Abscesso Abdominal: Drenagem Percutânea como Abordagem Inicial

USP/HCRP - Hospital das Clínicas de Ribeirão Preto (SP) — Prova 2023

Enunciado

Mulher de 70 anos, com dor abdominal inicialmente no andar inferior do abdome que migrou para hemi abdome direito e, principalmente, na fossa ilíaca direita associada a cerca de 5 evacuações diárias sem sangue ou muco há 15 dias. Há 12 dias, em serviço externo, iniciou tratamento para infecção do trato urinário com antibiótico. Houve discreta melhora e foi submetida a exame de imagem que motivou o encaminhamento para hospital terciário. Na admissão estava consciente e orientada, desidratada +/4+, frequências cardíaca de 78 batimentos por minuto e respiratória de 18 incursões por minuto e saturação de oxigênio de 95%. O abdome era globoso, distendido, com ruídos hidroaéreos hipoativos, massa palpável e dolorosa no hemi abdome direito e com reação de defesa à palpação de fossa ilíaca direita. A tomografia revelou volumosa coleção parcialmente delimitada com focos gasosos com extensão para o músculo iliopsoas, a cavidade e a parede abdominal, com provável fecalito no interior. Em adição às medidas de correção das alterações sistêmicas e antibioticoterapia, qual a abordagem a ser adotada?

Alternativas

  1. A) Drenagem percutânea.
  2. B) Laparotomia exploradora.
  3. C) Drenagem ecoendoscópica.
  4. D) Laparoscopia exploradora.

Pérola Clínica

Abscesso abdominal volumoso com focos gasosos e fecalito → Drenagem percutânea guiada por imagem é a conduta inicial.

Resumo-Chave

A paciente apresenta um quadro de abscesso abdominal volumoso, provavelmente secundário a uma diverticulite complicada (pela idade, localização da dor e presença de fecalito), com extensão para o músculo iliopsoas e focos gasosos. A drenagem percutânea guiada por imagem é a abordagem inicial preferencial para abscessos bem delimitados, pois é menos invasiva que a cirurgia e permite controle da infecção.

Contexto Educacional

Abscessos intra-abdominais são coleções localizadas de pus que podem surgir como complicação de diversas condições, como diverticulite, apendicite, doença inflamatória intestinal, cirurgias abdominais ou infecções pélvicas. A apresentação clínica pode variar, mas dor abdominal, febre e leucocitose são achados comuns. Em idosos, os sintomas podem ser atenuados, dificultando o diagnóstico. A tomografia computadorizada é o método de imagem de escolha para diagnosticar e caracterizar abscessos abdominais, fornecendo informações sobre localização, tamanho, presença de gás e relação com estruturas adjacentes. A presença de um fecalito sugere uma origem diverticular. A extensão para o músculo iliopsoas indica um abscesso complexo que pode causar dor significativa e dificuldade de deambulação. O tratamento de um abscesso abdominal geralmente envolve antibioticoterapia sistêmica e drenagem da coleção. A drenagem percutânea guiada por imagem (ultrassom ou TC) é a abordagem preferencial para abscessos bem definidos e acessíveis, pois é minimamente invasiva e eficaz. A cirurgia (laparotomia ou laparoscopia) é reservada para abscessos que não são passíveis de drenagem percutânea, falha da drenagem, ou quando há outras indicações cirúrgicas, como peritonite difusa ou perfuração intestinal.

Perguntas Frequentes

Quais são os sinais e sintomas de um abscesso abdominal?

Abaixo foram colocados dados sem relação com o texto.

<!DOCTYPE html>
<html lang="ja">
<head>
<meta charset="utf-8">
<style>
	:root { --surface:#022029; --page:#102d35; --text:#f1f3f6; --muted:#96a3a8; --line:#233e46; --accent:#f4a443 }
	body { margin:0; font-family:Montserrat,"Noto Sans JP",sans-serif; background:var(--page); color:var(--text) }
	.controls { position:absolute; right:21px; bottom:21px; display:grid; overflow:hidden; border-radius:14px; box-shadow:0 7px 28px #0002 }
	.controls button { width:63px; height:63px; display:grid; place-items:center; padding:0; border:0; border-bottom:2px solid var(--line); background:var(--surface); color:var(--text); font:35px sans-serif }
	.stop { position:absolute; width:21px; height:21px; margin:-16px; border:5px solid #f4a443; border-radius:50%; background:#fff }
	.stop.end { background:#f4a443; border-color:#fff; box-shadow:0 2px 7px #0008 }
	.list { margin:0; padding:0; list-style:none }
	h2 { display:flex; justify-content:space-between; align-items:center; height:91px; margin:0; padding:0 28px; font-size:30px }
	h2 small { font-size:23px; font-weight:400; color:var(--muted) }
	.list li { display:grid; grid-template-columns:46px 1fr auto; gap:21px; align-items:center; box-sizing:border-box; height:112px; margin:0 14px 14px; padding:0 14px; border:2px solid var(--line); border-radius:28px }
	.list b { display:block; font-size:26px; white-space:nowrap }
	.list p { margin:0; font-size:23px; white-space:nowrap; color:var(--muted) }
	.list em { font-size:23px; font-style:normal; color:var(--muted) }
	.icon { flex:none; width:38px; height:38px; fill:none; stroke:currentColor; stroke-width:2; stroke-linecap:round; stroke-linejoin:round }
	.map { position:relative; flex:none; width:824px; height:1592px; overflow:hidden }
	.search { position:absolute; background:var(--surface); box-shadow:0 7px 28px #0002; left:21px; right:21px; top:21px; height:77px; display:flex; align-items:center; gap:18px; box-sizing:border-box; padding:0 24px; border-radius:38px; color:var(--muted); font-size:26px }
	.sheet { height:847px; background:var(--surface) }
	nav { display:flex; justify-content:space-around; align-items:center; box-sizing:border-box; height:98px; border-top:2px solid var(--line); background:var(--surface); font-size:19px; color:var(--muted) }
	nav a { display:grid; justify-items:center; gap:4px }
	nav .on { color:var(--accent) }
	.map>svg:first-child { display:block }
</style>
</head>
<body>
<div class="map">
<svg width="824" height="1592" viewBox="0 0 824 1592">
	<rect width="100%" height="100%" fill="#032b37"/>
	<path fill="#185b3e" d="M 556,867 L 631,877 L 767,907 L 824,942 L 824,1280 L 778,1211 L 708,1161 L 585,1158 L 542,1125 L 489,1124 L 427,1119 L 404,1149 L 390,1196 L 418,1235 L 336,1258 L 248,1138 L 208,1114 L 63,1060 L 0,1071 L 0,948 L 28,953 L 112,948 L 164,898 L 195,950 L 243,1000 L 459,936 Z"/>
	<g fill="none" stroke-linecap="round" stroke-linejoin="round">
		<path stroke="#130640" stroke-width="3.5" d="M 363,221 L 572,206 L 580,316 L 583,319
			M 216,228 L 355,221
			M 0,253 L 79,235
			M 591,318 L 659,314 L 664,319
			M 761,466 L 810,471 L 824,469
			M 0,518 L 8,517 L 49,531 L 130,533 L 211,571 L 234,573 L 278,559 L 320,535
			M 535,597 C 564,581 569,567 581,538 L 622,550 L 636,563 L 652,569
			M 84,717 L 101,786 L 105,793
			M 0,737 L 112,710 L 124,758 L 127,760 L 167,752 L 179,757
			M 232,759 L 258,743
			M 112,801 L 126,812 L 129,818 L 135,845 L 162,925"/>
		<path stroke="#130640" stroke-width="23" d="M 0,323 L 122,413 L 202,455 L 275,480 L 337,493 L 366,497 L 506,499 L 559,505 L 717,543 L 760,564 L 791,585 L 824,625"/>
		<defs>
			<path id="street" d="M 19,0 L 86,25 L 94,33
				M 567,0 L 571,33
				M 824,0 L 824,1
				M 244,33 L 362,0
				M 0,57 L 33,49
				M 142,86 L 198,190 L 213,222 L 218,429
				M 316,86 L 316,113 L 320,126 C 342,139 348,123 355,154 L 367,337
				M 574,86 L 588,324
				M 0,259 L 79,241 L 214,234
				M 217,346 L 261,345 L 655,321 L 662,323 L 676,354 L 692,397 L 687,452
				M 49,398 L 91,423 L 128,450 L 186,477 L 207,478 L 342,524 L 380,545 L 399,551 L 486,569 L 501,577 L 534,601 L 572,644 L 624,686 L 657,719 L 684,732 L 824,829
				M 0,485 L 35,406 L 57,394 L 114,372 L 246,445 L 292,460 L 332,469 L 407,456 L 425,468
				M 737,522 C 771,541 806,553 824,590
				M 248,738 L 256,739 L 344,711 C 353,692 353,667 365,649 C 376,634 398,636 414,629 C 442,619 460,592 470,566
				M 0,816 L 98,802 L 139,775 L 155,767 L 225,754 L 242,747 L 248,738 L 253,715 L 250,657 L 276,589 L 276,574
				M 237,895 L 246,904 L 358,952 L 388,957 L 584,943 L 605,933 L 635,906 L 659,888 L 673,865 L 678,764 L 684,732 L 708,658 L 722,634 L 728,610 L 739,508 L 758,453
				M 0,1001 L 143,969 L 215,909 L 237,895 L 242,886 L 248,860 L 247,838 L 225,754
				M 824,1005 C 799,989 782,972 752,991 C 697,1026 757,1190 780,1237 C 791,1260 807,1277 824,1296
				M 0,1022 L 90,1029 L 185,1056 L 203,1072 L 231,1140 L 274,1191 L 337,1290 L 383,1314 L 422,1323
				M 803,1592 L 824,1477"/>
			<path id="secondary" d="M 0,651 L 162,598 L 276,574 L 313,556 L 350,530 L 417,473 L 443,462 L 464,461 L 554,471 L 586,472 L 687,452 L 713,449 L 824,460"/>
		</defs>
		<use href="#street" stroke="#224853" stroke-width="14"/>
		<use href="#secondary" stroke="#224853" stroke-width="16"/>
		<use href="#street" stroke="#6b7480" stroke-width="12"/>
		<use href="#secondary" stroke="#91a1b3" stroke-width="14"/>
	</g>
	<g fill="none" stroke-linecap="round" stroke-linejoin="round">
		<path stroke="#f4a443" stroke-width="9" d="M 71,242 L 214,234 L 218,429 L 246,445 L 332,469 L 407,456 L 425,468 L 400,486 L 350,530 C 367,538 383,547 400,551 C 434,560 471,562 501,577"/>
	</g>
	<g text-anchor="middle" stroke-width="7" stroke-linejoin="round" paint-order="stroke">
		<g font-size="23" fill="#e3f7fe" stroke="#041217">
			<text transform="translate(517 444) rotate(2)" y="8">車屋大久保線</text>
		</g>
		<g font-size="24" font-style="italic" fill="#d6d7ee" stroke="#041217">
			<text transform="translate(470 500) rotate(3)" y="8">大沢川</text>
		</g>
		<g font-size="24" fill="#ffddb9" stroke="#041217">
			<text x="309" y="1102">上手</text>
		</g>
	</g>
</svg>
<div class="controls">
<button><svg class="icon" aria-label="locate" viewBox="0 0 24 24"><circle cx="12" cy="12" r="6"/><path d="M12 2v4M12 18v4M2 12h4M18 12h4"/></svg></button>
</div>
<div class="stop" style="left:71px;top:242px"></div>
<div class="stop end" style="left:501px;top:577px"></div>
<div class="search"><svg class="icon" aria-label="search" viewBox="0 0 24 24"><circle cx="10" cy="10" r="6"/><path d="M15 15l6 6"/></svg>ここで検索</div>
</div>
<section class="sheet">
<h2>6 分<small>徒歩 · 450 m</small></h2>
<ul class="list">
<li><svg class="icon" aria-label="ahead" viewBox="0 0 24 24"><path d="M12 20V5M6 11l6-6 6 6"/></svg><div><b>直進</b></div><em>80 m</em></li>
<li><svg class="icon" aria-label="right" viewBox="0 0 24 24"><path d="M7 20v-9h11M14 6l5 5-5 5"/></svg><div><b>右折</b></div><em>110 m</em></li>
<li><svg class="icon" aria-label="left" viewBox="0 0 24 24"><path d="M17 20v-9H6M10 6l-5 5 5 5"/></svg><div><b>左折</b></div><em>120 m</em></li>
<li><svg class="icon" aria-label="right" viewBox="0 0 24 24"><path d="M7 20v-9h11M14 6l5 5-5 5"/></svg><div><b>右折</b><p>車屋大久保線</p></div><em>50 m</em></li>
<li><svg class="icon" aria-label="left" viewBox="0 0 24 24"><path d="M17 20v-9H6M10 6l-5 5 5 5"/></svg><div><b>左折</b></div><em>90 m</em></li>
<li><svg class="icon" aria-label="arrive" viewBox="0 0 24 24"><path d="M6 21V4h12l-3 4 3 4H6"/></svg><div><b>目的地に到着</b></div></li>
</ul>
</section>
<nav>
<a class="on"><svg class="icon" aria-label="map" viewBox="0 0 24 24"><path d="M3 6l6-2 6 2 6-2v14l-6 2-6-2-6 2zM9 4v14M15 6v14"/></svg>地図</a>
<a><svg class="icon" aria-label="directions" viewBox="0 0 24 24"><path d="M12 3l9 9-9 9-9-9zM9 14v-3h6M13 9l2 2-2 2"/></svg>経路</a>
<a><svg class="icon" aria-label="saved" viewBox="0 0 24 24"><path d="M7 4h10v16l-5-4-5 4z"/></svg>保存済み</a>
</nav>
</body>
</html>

Os sinais e sintomas de um abscesso abdominal incluem dor abdominal localizada, febre, massa palpável, leucocitose, e sinais de sepse. A dor pode ser insidiosa e a apresentação atípica em idosos.

Quando a drenagem percutânea é indicada para abscessos abdominais?

A drenagem percutânea é indicada para abscessos bem delimitados, uniloculares ou multiloculares acessíveis, com volume significativo, e em pacientes estáveis. É a primeira linha de tratamento para muitos abscessos intra-abdominais.

Quais as vantagens da drenagem percutânea sobre a cirurgia em abscessos?

A drenagem percutânea é menos invasiva, tem menor morbidade e mortalidade, menor tempo de internação e recuperação mais rápida. Evita uma laparotomia em muitos casos, especialmente em pacientes de alto risco cirúrgico.